= Task prompt =
Filter these entries, keeping only lines that hold the word "drawer".

= Task data =
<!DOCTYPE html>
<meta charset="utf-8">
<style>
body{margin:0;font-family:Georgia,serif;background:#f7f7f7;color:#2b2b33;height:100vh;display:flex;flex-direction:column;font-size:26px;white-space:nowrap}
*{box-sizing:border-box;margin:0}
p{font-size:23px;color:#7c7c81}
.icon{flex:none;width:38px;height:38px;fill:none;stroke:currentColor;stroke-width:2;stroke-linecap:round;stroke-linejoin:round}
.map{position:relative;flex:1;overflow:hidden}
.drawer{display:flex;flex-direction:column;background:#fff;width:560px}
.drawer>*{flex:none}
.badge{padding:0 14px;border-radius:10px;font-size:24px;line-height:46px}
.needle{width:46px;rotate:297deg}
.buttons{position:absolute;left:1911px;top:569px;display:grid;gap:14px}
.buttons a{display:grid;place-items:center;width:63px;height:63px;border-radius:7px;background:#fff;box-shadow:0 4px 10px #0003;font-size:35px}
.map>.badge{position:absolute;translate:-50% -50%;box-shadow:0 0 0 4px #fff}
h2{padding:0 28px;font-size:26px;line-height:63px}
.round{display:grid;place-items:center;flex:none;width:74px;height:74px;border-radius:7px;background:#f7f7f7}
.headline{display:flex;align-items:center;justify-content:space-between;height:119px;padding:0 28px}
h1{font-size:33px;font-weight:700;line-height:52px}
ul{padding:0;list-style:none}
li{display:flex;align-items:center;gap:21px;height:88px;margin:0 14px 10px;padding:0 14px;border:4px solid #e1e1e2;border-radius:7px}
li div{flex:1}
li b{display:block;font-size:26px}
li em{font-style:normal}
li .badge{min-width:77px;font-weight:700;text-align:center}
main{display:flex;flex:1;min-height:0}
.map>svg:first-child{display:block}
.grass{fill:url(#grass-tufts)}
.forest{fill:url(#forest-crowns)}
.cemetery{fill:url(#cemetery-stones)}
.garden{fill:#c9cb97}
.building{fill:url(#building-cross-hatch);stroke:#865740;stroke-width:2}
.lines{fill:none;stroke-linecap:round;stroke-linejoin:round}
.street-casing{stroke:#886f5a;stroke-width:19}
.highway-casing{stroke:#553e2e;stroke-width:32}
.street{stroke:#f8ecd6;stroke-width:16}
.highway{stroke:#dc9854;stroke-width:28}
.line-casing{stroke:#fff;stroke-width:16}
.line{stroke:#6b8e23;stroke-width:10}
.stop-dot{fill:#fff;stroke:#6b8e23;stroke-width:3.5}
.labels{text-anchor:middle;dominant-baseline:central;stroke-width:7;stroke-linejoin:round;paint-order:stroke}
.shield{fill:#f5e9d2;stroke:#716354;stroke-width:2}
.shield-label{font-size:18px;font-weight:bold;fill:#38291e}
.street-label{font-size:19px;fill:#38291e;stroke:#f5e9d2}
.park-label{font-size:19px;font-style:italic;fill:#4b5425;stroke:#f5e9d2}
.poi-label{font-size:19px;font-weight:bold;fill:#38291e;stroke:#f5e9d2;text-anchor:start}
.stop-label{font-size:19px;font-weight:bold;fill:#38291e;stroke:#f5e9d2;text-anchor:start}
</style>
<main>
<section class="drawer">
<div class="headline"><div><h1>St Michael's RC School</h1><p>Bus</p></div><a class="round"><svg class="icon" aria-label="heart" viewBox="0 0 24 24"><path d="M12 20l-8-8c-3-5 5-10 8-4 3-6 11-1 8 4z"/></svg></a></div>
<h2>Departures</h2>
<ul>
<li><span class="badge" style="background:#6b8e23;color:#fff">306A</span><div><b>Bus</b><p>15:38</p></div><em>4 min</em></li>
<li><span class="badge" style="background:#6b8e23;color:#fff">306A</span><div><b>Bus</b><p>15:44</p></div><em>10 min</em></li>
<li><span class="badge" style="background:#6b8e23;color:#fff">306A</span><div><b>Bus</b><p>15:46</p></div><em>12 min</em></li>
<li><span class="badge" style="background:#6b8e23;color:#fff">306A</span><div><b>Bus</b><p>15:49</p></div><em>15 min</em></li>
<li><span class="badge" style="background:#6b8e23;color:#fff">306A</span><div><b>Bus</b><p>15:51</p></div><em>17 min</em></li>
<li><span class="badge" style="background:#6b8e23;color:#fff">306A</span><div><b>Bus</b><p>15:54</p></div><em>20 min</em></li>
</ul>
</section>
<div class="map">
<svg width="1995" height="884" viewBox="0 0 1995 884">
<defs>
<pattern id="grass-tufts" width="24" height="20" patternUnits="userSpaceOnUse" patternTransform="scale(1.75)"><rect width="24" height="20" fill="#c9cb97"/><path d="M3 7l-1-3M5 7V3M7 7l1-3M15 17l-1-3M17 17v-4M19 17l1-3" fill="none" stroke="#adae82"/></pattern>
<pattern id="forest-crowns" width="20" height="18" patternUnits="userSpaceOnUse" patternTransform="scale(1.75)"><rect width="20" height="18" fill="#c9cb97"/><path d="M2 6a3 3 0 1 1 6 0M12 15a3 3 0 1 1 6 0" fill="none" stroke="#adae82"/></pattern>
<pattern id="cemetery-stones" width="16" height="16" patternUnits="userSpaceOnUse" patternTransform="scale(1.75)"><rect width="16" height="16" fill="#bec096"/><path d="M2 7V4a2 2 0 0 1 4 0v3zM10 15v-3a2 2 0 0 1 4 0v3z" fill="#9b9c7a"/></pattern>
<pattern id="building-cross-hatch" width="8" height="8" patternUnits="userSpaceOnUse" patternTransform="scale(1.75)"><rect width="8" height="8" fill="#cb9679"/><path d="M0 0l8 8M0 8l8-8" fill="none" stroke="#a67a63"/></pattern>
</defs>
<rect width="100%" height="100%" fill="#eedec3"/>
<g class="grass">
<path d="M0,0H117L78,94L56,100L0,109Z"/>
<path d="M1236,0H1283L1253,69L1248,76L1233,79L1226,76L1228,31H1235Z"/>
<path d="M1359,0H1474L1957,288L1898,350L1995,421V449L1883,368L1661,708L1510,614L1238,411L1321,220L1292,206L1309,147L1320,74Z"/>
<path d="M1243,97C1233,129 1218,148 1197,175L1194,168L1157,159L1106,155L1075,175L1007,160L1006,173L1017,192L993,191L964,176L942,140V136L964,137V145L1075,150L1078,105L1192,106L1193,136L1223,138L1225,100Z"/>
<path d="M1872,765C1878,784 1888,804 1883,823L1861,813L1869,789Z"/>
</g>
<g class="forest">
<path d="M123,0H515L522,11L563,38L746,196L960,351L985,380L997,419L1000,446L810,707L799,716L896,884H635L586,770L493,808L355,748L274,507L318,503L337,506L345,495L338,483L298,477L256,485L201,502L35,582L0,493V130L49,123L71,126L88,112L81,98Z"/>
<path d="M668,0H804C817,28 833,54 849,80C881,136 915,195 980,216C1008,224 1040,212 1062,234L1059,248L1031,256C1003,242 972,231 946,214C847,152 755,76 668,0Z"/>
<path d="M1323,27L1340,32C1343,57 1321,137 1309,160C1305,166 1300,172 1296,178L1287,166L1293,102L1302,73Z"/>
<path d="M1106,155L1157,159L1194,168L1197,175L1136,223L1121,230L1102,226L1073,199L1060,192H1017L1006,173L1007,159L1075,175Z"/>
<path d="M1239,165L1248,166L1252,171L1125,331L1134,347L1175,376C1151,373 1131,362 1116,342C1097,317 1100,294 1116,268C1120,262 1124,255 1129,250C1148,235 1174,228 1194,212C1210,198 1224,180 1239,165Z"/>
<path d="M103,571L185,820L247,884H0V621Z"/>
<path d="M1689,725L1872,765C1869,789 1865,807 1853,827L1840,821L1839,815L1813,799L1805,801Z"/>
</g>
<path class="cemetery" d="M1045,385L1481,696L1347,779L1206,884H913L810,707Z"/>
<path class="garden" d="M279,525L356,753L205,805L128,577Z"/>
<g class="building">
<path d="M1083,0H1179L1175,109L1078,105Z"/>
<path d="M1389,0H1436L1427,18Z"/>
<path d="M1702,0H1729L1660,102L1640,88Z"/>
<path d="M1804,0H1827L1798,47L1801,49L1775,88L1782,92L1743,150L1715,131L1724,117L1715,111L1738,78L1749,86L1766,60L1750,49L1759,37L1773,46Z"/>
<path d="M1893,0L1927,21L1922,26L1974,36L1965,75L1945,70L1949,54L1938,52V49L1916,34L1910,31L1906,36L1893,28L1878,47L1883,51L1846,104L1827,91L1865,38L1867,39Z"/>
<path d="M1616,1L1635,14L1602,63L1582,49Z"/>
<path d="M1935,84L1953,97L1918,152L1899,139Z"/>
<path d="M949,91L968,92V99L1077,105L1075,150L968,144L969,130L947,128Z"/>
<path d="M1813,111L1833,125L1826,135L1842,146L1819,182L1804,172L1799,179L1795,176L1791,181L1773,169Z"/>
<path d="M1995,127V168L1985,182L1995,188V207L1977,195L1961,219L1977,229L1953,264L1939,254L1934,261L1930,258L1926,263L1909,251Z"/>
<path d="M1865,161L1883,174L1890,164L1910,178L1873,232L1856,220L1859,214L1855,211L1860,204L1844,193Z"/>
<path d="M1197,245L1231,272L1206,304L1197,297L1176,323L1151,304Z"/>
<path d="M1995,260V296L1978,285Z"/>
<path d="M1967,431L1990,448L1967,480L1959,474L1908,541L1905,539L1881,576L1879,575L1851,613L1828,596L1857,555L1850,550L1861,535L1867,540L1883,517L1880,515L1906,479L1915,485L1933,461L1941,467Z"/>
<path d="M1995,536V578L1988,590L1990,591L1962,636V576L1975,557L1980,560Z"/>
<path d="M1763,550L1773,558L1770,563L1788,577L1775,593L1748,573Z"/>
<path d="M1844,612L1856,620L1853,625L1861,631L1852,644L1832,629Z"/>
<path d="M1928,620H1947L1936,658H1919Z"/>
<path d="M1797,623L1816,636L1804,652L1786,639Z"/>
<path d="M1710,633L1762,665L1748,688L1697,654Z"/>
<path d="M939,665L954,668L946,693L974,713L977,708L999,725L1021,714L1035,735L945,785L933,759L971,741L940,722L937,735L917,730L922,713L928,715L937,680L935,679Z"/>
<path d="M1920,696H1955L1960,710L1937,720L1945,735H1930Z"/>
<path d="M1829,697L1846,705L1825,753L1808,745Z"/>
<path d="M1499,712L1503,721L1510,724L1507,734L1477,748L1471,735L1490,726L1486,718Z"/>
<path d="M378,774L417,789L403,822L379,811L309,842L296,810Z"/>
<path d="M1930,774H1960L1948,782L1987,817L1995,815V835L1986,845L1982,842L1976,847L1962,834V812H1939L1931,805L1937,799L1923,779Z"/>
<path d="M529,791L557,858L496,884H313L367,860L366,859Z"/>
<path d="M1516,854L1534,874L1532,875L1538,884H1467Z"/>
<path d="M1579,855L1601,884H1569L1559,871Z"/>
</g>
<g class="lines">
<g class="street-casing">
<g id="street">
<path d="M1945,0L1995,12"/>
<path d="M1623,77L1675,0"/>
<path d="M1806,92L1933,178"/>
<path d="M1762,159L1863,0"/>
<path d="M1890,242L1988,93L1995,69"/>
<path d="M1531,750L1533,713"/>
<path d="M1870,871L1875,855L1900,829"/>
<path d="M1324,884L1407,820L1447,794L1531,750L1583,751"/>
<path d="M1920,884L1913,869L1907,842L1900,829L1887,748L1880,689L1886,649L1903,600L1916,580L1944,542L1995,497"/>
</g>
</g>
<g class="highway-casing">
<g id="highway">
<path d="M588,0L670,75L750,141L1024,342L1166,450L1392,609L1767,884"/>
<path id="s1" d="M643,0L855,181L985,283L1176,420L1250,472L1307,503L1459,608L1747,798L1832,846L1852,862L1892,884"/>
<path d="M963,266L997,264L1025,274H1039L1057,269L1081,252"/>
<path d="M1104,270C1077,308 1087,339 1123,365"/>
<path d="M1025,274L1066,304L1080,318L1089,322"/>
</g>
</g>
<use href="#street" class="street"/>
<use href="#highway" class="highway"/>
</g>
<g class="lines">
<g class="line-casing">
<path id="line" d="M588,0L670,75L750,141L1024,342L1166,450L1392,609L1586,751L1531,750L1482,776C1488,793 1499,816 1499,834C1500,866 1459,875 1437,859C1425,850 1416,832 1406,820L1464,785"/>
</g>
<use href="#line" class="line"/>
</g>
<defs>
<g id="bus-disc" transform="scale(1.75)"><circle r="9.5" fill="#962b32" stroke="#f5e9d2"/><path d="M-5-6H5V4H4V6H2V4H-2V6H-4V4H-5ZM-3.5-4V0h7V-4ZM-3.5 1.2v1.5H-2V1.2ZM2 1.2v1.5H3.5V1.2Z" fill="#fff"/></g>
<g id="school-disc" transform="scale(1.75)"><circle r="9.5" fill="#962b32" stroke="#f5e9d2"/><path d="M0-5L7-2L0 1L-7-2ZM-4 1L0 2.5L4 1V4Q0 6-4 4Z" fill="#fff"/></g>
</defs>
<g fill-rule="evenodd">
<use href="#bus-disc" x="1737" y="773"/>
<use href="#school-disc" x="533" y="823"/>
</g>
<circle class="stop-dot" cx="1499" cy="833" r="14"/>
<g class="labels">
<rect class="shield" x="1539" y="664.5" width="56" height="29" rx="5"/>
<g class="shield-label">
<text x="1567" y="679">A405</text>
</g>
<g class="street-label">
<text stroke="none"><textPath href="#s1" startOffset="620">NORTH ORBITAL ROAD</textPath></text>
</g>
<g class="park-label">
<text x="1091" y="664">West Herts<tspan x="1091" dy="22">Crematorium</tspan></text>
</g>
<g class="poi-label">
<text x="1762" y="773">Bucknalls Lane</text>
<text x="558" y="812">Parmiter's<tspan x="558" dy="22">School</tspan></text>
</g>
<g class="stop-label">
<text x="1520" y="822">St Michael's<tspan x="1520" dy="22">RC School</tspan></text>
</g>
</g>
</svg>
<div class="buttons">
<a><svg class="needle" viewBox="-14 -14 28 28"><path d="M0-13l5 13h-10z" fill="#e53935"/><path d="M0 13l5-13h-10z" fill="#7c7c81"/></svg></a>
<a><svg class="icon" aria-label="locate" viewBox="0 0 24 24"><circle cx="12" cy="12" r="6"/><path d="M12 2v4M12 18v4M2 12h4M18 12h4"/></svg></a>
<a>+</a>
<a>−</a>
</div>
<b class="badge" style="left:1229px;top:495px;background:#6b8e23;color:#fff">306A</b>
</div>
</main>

= Final answer =
.drawer{display:flex;flex-direction:column;background:#fff;width:560px}
.drawer>*{flex:none}
<section class="drawer">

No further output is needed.